Counting or summing vlookup in Excel or OpenOffice.org Calc
First published on January 14, 2010
Supposing you have a spreadsheet with keys (Domains) and values (Count):
If you want to display the count for “orange.com” in a different cell, you would use the function VLOOKUP, whose basic use is nicely described here.
But as in the screenshot above, certain domains such as “green.com” appear several times. What if you wanted to sum the values of all of the “green.com” counts?
The solution doesn’t actually involve VLOOKUP, although it is somewhat in the spirit of VLOOKUP. Rather, you would use the function SUMPRODUCT, which multiples two columns and sums, well, the products. However, we only want to include certain rows if they match our criteria. This involves testing the key (Domain); the result of our test would be TRUE, which has a value of 1, or FALSE, which has a value of 0.
In E2 (replace comma with semi-colon for OpenOffice.org Calc):
=SUMPRODUCT($A$2:$A$10=D2,$B$2:$B$10)
In E3:
=SUMPRODUCT($A$2:$A$10=D3;$B$2:$B$10)
… and so on. E2 is essentially summing 1 * 2 and 1 * 4 for the blue.com rows and 0 * the count for all the other rows.

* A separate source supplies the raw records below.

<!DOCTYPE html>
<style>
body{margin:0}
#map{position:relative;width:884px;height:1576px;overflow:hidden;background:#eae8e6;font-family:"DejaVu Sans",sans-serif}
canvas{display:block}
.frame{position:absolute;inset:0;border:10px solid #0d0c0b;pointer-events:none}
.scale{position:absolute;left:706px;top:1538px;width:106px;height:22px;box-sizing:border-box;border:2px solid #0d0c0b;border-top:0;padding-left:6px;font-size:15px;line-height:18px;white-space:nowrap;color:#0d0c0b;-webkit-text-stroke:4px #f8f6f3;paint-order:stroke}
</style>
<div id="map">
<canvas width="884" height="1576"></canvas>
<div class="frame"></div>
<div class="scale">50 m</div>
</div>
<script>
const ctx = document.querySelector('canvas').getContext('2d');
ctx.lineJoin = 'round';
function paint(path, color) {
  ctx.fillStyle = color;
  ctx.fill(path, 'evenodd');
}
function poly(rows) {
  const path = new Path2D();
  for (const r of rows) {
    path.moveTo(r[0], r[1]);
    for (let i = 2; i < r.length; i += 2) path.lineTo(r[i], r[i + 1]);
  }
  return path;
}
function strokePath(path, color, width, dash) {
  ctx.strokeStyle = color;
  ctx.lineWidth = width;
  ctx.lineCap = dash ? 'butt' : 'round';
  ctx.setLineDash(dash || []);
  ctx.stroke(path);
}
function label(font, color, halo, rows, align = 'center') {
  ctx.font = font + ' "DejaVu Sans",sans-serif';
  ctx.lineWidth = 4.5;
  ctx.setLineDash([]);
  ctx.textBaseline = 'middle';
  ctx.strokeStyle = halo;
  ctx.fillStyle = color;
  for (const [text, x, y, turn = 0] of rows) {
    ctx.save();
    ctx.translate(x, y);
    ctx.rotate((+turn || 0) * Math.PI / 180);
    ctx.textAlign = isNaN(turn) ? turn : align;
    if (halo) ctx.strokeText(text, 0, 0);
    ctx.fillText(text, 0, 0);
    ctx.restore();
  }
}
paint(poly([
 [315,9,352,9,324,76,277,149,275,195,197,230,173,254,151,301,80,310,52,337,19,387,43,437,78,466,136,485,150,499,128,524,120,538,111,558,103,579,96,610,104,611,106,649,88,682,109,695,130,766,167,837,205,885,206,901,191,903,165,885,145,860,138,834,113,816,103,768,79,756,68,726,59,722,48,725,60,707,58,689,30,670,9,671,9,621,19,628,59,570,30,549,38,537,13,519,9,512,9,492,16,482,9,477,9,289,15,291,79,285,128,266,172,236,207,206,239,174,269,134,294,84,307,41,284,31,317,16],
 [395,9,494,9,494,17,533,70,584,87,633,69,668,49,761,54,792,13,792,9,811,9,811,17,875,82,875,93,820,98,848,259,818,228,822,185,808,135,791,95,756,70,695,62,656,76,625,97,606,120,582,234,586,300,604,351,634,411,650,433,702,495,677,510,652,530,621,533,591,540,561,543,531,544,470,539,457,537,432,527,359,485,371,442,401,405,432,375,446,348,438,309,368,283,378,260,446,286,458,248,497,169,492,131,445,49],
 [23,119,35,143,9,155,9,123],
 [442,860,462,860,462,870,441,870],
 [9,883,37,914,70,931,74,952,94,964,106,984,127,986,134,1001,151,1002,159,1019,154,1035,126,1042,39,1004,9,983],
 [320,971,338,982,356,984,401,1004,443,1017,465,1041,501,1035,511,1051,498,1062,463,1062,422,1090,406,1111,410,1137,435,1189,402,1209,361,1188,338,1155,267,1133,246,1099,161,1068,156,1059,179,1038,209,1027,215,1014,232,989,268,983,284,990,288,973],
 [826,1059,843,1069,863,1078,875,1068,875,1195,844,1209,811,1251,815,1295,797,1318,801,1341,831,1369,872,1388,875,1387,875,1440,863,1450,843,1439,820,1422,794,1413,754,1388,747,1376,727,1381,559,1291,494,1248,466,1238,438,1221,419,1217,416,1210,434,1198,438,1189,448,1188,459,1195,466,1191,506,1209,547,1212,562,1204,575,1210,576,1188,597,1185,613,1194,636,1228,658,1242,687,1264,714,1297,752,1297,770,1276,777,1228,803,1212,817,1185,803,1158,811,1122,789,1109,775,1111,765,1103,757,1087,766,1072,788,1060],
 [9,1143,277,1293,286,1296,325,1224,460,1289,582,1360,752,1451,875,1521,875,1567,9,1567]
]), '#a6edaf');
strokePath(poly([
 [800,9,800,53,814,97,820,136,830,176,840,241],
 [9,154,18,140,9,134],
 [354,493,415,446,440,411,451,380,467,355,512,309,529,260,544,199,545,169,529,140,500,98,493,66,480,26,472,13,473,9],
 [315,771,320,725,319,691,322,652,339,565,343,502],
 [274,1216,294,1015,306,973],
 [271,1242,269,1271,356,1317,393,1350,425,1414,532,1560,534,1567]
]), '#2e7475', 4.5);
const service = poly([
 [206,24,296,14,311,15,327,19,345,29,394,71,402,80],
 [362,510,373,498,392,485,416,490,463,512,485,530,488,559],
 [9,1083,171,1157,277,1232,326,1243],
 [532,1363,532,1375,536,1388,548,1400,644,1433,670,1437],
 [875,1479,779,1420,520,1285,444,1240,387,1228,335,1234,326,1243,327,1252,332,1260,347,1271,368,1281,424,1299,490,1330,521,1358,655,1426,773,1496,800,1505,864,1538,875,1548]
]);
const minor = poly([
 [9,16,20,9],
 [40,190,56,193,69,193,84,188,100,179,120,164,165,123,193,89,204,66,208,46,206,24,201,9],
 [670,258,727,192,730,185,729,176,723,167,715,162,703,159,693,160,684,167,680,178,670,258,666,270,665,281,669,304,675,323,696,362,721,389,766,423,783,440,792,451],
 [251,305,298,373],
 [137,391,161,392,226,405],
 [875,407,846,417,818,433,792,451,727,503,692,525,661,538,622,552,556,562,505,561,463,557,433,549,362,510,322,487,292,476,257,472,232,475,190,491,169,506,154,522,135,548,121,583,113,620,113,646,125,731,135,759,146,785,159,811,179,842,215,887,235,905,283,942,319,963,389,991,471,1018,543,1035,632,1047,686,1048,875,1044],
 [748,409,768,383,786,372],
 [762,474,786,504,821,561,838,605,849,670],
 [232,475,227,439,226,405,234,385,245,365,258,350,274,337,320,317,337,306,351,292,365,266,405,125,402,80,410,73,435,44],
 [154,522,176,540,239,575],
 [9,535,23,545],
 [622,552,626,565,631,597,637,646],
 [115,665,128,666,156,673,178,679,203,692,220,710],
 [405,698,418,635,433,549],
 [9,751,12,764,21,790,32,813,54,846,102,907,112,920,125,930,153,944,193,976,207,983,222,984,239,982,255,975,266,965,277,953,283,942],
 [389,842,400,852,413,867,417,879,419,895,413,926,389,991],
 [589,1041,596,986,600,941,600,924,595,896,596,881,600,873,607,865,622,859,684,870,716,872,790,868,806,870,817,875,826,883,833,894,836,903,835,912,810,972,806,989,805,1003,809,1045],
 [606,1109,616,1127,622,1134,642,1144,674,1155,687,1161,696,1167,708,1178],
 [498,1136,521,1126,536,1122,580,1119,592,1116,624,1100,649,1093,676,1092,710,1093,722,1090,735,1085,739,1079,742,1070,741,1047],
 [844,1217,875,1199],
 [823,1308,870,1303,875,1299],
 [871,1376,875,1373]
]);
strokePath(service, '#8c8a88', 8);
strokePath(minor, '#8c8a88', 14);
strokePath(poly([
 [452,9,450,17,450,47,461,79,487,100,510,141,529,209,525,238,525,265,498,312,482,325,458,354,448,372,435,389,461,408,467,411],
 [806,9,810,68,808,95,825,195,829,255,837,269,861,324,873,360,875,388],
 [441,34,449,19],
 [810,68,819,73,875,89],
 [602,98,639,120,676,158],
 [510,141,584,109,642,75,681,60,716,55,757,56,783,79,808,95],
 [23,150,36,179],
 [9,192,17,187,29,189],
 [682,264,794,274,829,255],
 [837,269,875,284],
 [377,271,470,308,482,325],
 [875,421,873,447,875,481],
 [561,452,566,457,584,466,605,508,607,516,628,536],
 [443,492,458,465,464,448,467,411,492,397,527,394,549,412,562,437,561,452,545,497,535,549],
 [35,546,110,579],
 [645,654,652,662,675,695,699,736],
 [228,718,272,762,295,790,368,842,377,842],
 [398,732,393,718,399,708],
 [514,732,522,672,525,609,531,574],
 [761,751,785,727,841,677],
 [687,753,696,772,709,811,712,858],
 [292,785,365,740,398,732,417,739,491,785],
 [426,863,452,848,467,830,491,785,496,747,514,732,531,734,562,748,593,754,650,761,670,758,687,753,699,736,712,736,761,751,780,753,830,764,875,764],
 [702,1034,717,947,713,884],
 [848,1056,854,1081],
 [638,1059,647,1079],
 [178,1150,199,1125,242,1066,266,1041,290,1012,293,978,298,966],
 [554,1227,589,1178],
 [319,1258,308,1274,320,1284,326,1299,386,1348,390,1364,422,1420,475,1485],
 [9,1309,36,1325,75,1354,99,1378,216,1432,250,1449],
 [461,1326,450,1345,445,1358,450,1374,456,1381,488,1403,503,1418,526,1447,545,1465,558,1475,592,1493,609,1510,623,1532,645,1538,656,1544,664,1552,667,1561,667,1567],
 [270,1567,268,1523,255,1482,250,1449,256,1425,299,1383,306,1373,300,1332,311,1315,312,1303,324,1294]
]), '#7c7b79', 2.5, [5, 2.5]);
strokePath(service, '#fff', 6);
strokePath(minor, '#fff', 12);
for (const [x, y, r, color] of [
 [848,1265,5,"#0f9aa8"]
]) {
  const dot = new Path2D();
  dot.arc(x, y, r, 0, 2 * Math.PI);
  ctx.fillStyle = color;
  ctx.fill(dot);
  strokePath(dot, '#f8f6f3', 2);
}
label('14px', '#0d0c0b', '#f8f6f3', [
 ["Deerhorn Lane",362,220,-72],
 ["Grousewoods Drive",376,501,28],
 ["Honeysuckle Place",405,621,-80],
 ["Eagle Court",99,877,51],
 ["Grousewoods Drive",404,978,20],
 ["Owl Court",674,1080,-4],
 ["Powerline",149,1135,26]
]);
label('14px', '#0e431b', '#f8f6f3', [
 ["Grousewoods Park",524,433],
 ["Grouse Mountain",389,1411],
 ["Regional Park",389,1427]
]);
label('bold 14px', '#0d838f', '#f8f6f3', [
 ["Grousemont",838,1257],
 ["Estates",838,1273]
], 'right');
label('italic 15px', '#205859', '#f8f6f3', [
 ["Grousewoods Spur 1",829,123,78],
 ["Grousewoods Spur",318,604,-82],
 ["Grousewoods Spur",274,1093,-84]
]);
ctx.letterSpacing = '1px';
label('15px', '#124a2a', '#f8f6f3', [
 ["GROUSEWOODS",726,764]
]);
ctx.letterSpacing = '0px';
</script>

The actual spreadsheet I was working on involved full URLs containing the domain:
Therefore, I couldn’t do a simple comparison. I had to do something more like “does the URL contain a certain domain”. This is where the function SEARCH (case insensitive, as opposed to the case-sensitive function FIND) came in.
In E2 (replace the commas with semi-colons for OpenOffice.org Calc):
=SUMPRODUCT(ISNUMBER(SEARCH(D2,$A$2:$A$10)),$B$2:$B$10)
In E3:
=SUMPRODUCT(ISNUMBER(SEARCH(D3,$A$2:$A$10)),$B$2:$B$10)
… and so on.
Since the SEARCH function returns a number (specifically, the placement of the needle in the haystack) and the error “#VALUE!” if the search term does not exist, the ISNUMBER function will return 1 or TRUE when there’s a search match.
———————————
Limitations: If you’re doing something similar to this with URLs, note that we are searching for “blue.com”, “green.com” and so on to appear anywhere in the URL. You’ll need a more robust solution to support matching those strings only in the domain (since technically you could have a URL “blue.com/green.com”.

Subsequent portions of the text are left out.